# R & Python Comparison Cheat Sheet

Contents:
- [Intro](#Intro)
    + [Basics](#Basics)
       * Arithmetic Operators
       * Assignment & Variables
       * Basic Data Types
    + [Vectors/Arrays](#Vectors/Arrays)
       * Selecting Items/elements from a Vector
    + [Matrix](#Matrix)
       * Selecting Elements from a Matrix
       * Arithmetic
    + [Factors](#Factors)
    + [Data Frames](#Data-Frames)
    + [Lists](#Lists)
- [Essential](#Essential)
    + [Relational and Logical Operators](#Relational-and-Logical-Operators)
    + [Loops](#Loops)
    + [Functions](#Functions)

To learn how to use **R** and __Python__ in _one_ Jupyter Notebook, see [R & Python in one Notebook](https://github.com/kaymal/R-and-Python/blob/master/R%20%26%20Python%20in%20One%20Notebook.ipynb).

In [6]:
# R - Using R in Jupyter Notebook
# Load in the R Magic
%load_ext rpy2.ipython

In [7]:
# Import necessary modules to print multiple outputs from a single cell
from IPython.core.interactiveshell import InteractiveShell
InteractiveShell.ast_node_interactivity = 'all'

## Intro

### Basics

#### Arithmetic Operators

In [8]:
# Python - Arithmetic operators
print(5 + 3)
print(5 % 3) # Modulo
print(5 ** 3) # Exponentiation

8
2
125


In [9]:
# Python - Arithmetic operators
5 % 3 # prints out the result without the .print() function in Jupyter notebook

2

In [10]:
%%R
# R - Arithmetic operators
print(5 + 3) # print function is not required in R!
print(5 %% 3) # Modulo
print(5 ^ 3) # Exponentiation

[1] 8
[1] 2
[1] 125


In [11]:
%%R
# R - Modulo operator
5 %% 3

[1] 2


#### Assignment & Variables

In [12]:
# Python - Assignment and variables
x = 5 + 3
y = 'y'
z = "z"
print(x, y, z)

8 y z


In [13]:
%%R
# R - Assignment (with '<-') and variables
x <- 5 + 3

# R - Assignment (with '=') and variables
y = 5 + 3
c(x, y)

[1] 8 8


#### Basic Data Types

In [14]:
# Python - Basic data types
type(3), type(3.5), type('a'), type(True)

(int, float, str, bool)

In [15]:
%%R
# R - Basic data types
c(class(3), class(3.5), class('a'), class(TRUE))

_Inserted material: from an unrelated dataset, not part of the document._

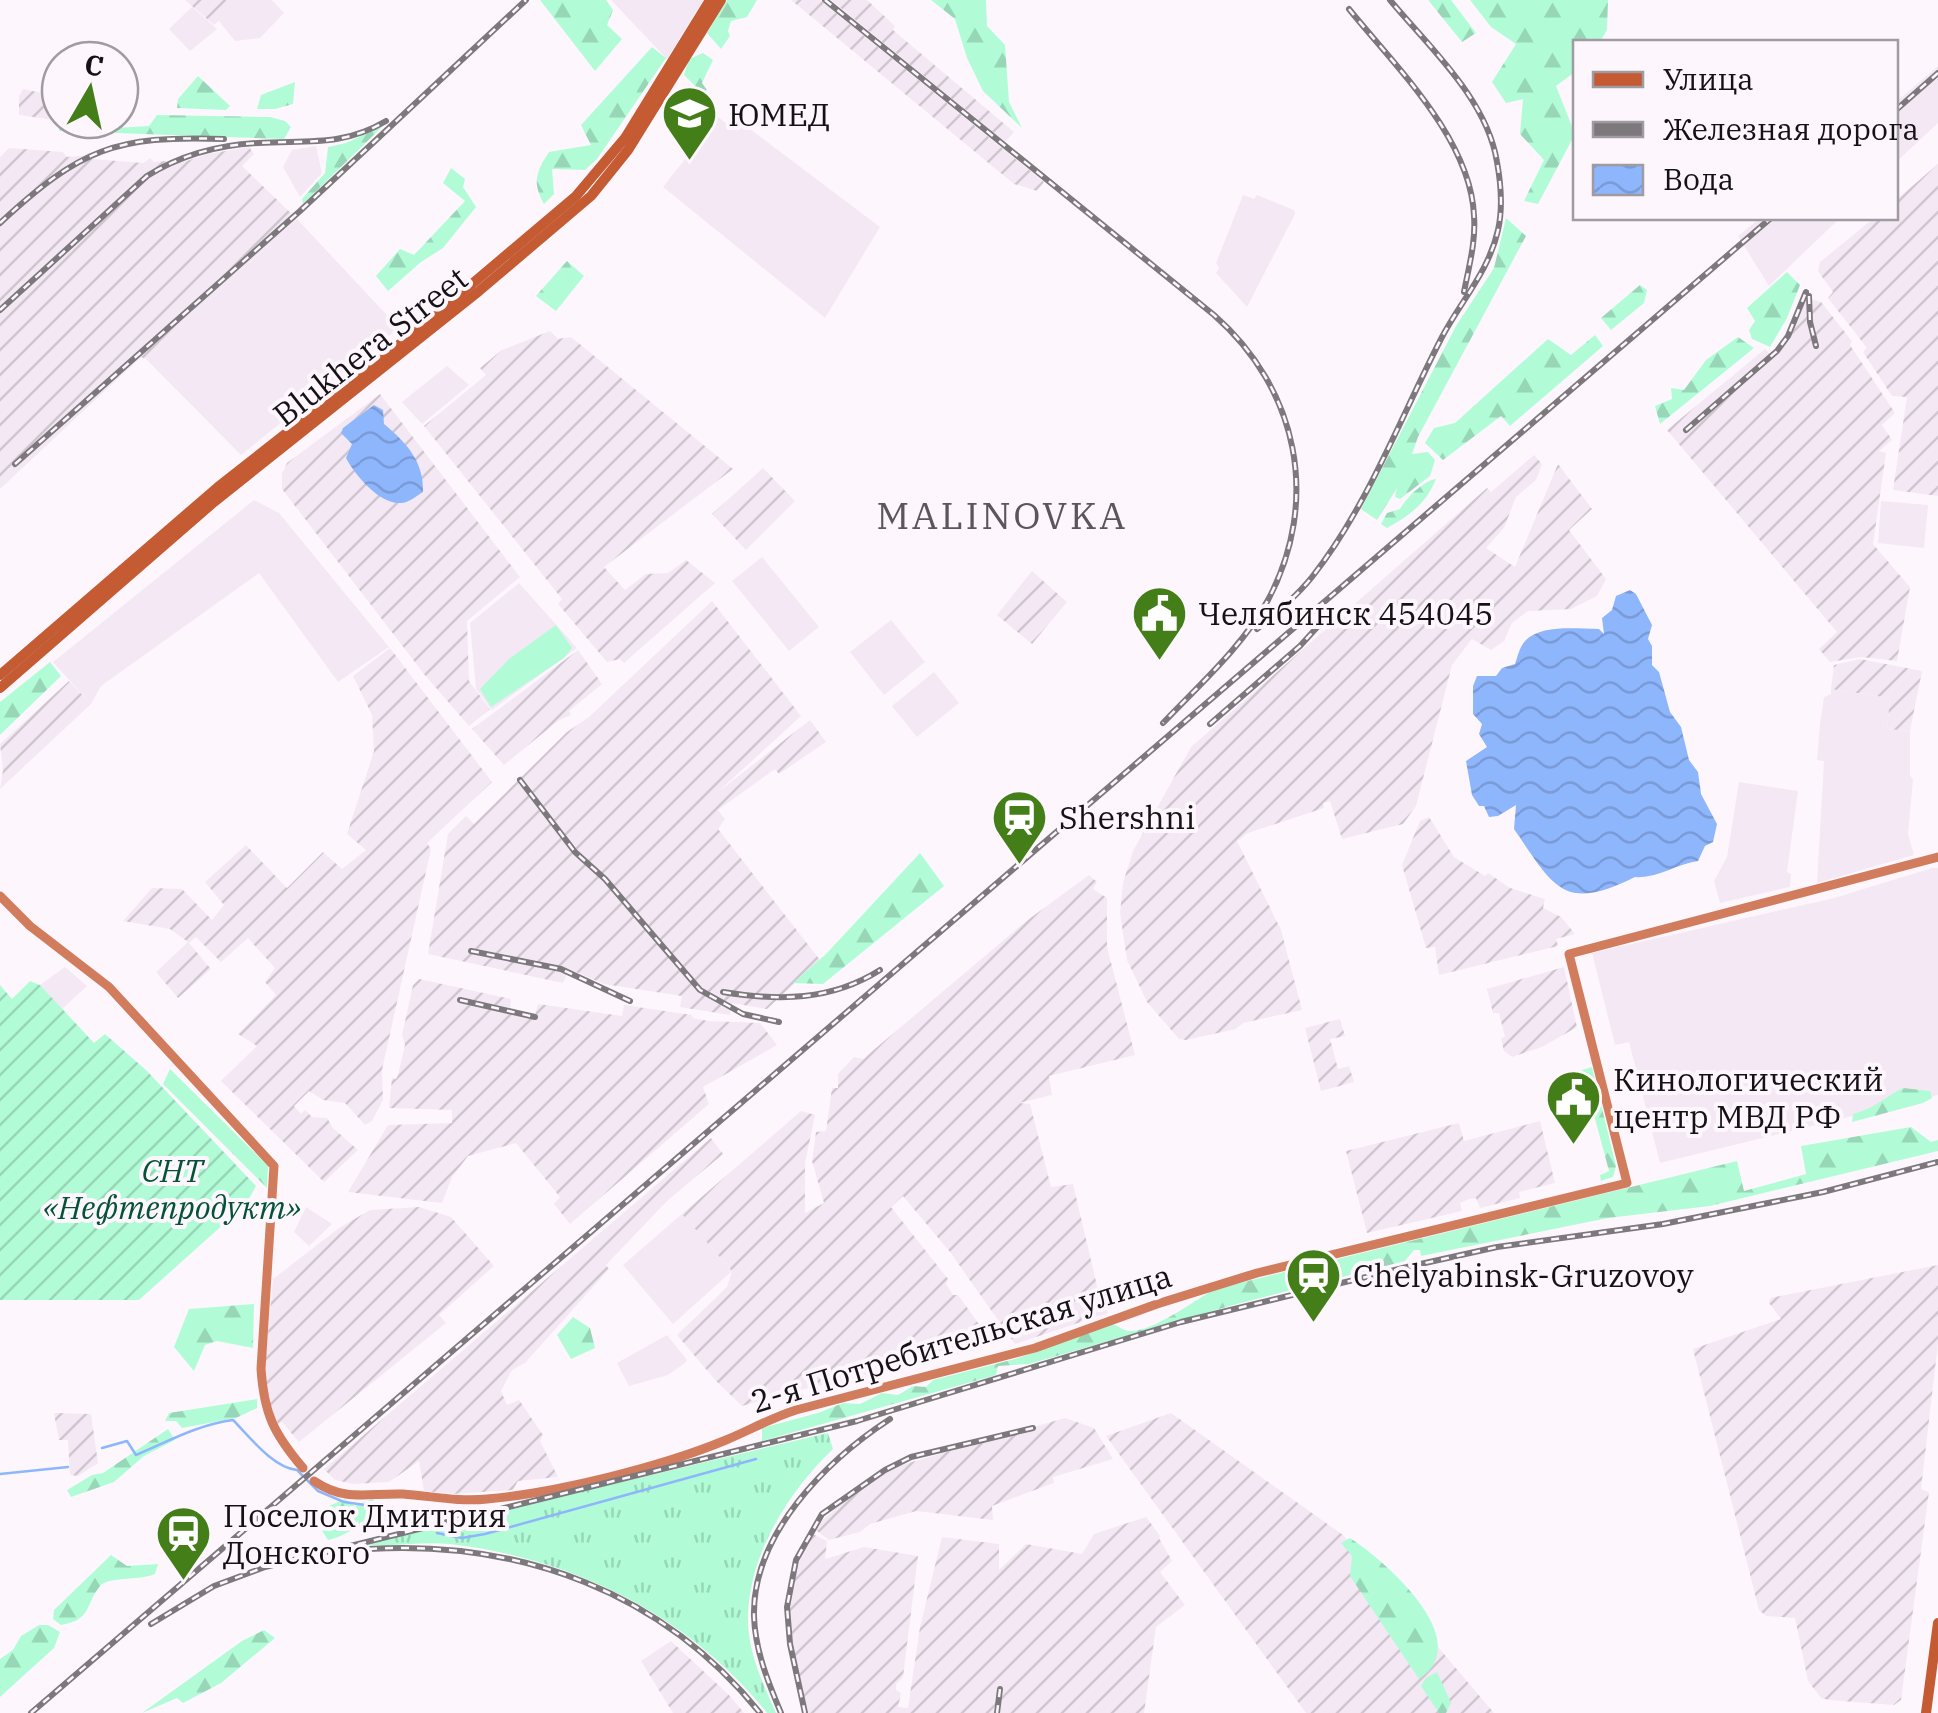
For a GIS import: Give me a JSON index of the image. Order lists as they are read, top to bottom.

[1] "numeric"   "numeric"   "character" "logical"  


In [16]:
# Python - list and dictionary
type([1, 'a']), type({'a': 1, 'b':2})

(list, dict)

In [17]:
%%R
# R - list
class(list(1, 'a'))

[1] "list"


In [18]:
%%R
# R - matrix
print(matrix(1:4, nrow=2))
print(class(matrix(1:4, nrow=1)))

     [,1] [,2]
[1,]    1    3
[2,]    2    4
[1] "matrix"


### Vectors/Arrays

Vectors are one dimensional arrays. The elements in a Vector/Array all have the same data type.

In [19]:
# import numpy for vector/matrix operations in Python
import numpy as np

Note: NumPy is a package in Python for scientific computing.

In [20]:
# Python - Numpy arrays
t_array = np.array([1, 9, 8, 4])
s_array = np.array([1, 9, 8, 4 + 3])
s_array + t_array

array([ 2, 18, 16, 11])

In [21]:
%%R
# R - Vectors

# Create a vector with 'combine (c)' function
t_vector = c(1, 9, 8, 4)
s_vector = c(1, 9, 8, 4 + 3)
s_vector + t_vector

[1]  2 18 16 11


In [22]:
#Python - sum and mean with array
sum(s_array), np.sum(s_array), np.mean(s_array)

(25, 25, 6.25)

In [23]:
%%R
# R - sum and mean with vectors
c(sum(s_vector), mean(s_vector))

[1] 25.00  6.25


In [24]:
%%R
# Assign names to items in a vector (only for R)
names <- c("a", "b", "c", "d")
names(s_vector) <- names
s_vector

a b c d 
1 9 8 7 


#### Selecting items/elements from a vector

**Important**: The index of the first item in Python arrays is '0', whereas the index of the first item in R is '1'.

In [25]:
# Python - Selection
t_array[0], t_array[[0,1]]

(1, array([1, 9]))

In [26]:
%%R
# R - Selection
t_vector[1]

[1] 1


In [27]:
%%R
# Subsetting by index
print(s_vector[1])
# Subsetting by name
print(s_vector['a'])

a 
1 
a 
1 


In [28]:
# Python - slicing
t_array[0:3] # prints only three elements.

array([1, 9, 8])

In [29]:
%%R
# R - slicing
t_vector[1:3]

[1] 1 9 8


In [30]:
# Python - selecting by comparison
t_array[t_array > 5]

array([9, 8])

In [31]:
%%R
# R - Selecting by comparison
t_vector[t_vector > 5]

[1] 9 8


### Matrix

Matrices are two dimensional arrays. The elements of a Matrix have the same data type such as numeric, character or logical/boolean.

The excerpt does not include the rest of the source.